Political insiders suggested that Kerry was trying to stay on good terms with both sides in the Clinton-Obama feud. He needed Obama’s support to carry out his job as secretary of state, a cabinet post he had wanted ever since he lost the 2004 race for the presidency. But he was also keeping an eye on the 2016 race—just in case Hillary faltered.

“Kerry is focused on creating a legacy for himself as secretary of state—and he’s thinking a lot more about Iran than he is Iowa,” the Boston Globe noted. “But while he would not challenge Clinton in a primary, he still harbors some presidential ambitions.

“‘If she imploded . . . I gotta believe that this would be something that at least would cross Kerry’s mind,’ said one Kerry confidant. ‘I’ve never wanted to be president. But my gut tells me it’s hard to lose that lustfulness.’”
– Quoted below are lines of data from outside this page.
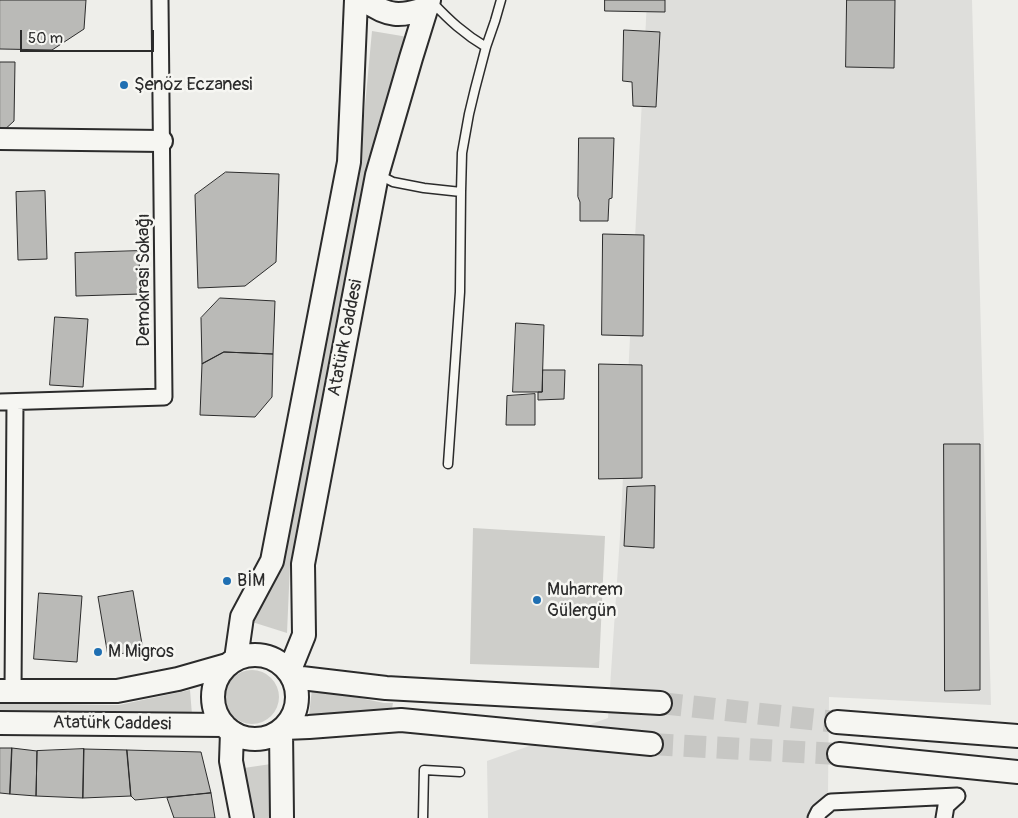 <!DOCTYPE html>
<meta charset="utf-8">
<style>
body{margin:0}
#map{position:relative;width:1018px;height:818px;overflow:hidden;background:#eeeeea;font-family:Pangolin,sans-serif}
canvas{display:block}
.scale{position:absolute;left:20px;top:30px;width:134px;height:22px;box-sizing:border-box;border:2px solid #2b2b2b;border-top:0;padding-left:6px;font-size:15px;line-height:18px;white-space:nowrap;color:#2b2b2b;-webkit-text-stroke:4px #f6f6f2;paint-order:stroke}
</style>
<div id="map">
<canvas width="1018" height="818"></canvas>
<div class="scale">50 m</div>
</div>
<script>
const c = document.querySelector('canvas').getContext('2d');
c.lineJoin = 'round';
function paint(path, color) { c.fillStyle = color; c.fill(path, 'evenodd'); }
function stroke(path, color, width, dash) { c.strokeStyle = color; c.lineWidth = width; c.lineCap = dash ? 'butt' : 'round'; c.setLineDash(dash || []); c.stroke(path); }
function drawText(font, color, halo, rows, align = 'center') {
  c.font = font + ' Pangolin,sans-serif'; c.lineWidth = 5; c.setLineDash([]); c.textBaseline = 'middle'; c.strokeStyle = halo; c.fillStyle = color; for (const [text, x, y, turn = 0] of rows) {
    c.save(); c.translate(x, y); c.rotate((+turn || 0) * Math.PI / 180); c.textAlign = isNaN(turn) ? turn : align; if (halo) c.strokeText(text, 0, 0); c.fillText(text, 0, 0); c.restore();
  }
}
paint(new Path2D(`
 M 647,0 L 972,0 L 991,705 L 829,697 L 828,792 L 806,818 L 488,818 L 487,761 L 608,718 L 620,536 Z`), '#dededb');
paint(new Path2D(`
 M 372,31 L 408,37 L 368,160 L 347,282 L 290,565 L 287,633 L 249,621 L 360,159 Z
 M 473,528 L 605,536 L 599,668 L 470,664 Z
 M225 697a27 27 0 1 1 54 0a27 27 0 1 1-54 0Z
 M 312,688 L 384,703 L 393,703 L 392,709 L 309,716 Z
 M 190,690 L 192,715 L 118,712 L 0,711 L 0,703 L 119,705 Z
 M 271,764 L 269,818 L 255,818 L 244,768 Z`), '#cececa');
const building = new Path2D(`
 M 0,0 L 86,0 L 84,29 L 52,50 L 0,49 Z
 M 605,0 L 665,0 L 665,12 L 605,11 Z
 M 847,0 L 895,0 L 894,68 L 846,67 Z
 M 624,30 L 660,32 L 656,107 L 633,106 L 632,82 L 623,81 Z
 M 0,62 L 15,62 L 14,121 L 2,132 L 0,132 Z
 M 579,138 L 614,138 L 612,198 L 609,199 L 608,221 L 580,221 L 580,202 L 578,197 Z
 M 226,172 L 279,174 L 276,262 L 245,286 L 198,288 L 195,195 Z
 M 45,191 L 47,259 L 18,260 L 16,192 Z
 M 603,234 L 644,235 L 643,336 L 602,335 Z
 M 139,251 L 140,294 L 76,296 L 75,253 Z
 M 220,298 L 275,301 L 273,354 L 224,352 L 202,364 L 201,318 Z
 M 55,317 L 88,319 L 83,387 L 50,385 Z
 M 516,323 L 544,325 L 542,392 L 513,392 Z
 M 224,352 L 273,354 L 272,397 L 255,417 L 200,415 L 202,364 Z
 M 599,364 L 642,365 L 642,478 L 599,479 Z
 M 543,370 L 565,370 L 564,399 L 538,400 L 538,392 L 542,392 Z
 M 535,394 L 535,425 L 506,425 L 507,396 Z
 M 944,444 L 980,444 L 980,690 L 945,691 Z
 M 655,486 L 654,548 L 624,546 L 627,487 Z
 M 133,591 L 143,650 L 108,656 L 98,597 Z
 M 39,593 L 82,596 L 77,662 L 34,659 Z
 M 0,748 L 12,748 L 10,794 L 0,793 Z
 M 12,748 L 37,751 L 36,796 L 10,794 Z
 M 84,749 L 127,750 L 131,796 L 83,798 Z
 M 84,749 L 83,798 L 36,796 L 37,751 Z
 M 127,750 L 201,752 L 211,793 L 135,800 L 131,796 Z
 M 211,793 L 215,818 L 174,818 L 167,798 Z`);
paint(building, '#babab7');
stroke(building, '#2b2b2b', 1);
stroke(new Path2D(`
 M 660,703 L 837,722
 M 651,744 L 839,754`), '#c7c7c4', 22, [22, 11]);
const service = new Path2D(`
 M 432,2 C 449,20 464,34 486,47
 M 379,175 L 393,182 L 424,188 L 461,192
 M 448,464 L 460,292 L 461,192 L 462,153 L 469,114 L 475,89 L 486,47 L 495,21 L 501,0
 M 423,818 L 424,770 L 460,772`);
const minor = new Path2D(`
 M 0,402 L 164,397 L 160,0
 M 13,691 L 15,402
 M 816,818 L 819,812 L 831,802 L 957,796
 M 944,818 L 946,806 L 957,796`);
const tertiary = new Path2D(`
 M 0,139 L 162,141`);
const secondary = new Path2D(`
 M 365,0 C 387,17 401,17 427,8
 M213 697a42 42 0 1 1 84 0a42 42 0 1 1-84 0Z
 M 236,659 L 242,617 L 272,561 L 349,162 L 356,0
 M 289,672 L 304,635 L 303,564 L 377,175 L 411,58 L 429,0
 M 293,677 L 386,688 L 660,703
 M 0,691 L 117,691 L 178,679 L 227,665
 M 837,722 L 1018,736
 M 0,723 L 224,725
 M 284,728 L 309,727 L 401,720 L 651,744
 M 281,730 L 282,818
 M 232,732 L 231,761 L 242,818
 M 839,754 L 1018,772`);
stroke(service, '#2b2b2b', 11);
stroke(minor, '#2b2b2b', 19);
stroke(tertiary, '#2b2b2b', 24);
stroke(secondary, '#2b2b2b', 26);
stroke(service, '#f6f6f2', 8);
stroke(minor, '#f6f6f2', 15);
stroke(tertiary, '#f6f6f2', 20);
stroke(secondary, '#f6f6f2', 22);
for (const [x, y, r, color] of [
 [124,85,5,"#1f6fb2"],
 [227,581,5,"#1f6fb2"],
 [537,600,5,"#1f6fb2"],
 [98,652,5,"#1f6fb2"]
]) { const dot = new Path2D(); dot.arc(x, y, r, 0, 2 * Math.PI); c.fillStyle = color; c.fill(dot); stroke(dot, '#f6f6f2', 2); }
drawText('18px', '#2b2b2b', '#f6f6f2', [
 ["Şenöz Eczanesi",134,85],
 ["BİM",237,581],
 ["Muharrem",547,590],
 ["Gülergün",547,611],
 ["M Migros",108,652]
], 'left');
drawText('18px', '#2b2b2b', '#f6f6f2', [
 ["Demokrasi Sokağı",144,280,-90],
 ["Atatürk Caddesi",346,338,-79],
 ["Atatürk Caddesi",112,724,1]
]);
</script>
The Clintons had a fifth column of friends in the media who confirmed what Kerry had told Hillary.

“My contacts and friends in newspapers and TV tell me that they’ve been contacted by the White House and offered all kinds of negative stories about us,” one of Bill’s friends quoted him as saying. “The Obamas are behind the e-mail story, and they’re spreading rumors that I’ve been with women, that while Hillary was at the State Department she promoted the interests of people and countries who’d done favors for our foundation, and that John Kerry had to clean up diplomatic messes Hillary left behind.”

But for all of Bill’s anger, he and Hillary were in a quandary about what to do.

If they directed their attacks on Obama, the first black president, they risked alienating the base of the party—blacks, Hispanics, single women, young people—whose support they needed in the coming primaries and general election. On the other hand, how could they allow the investigations of Hillary’s tenure at the State Department to go unanswered?

The sticky situation weighed heavily on Hillary.

“She’s grinding her teeth at night again,” said a friend. “She has a plastic mouth guard so that she doesn’t damage and wear out her teeth. And she and Bill are drinking more than usual. When they’re out on the campaign trail, they’re all right. It’s during lulls in the action that the pressure gets to them.”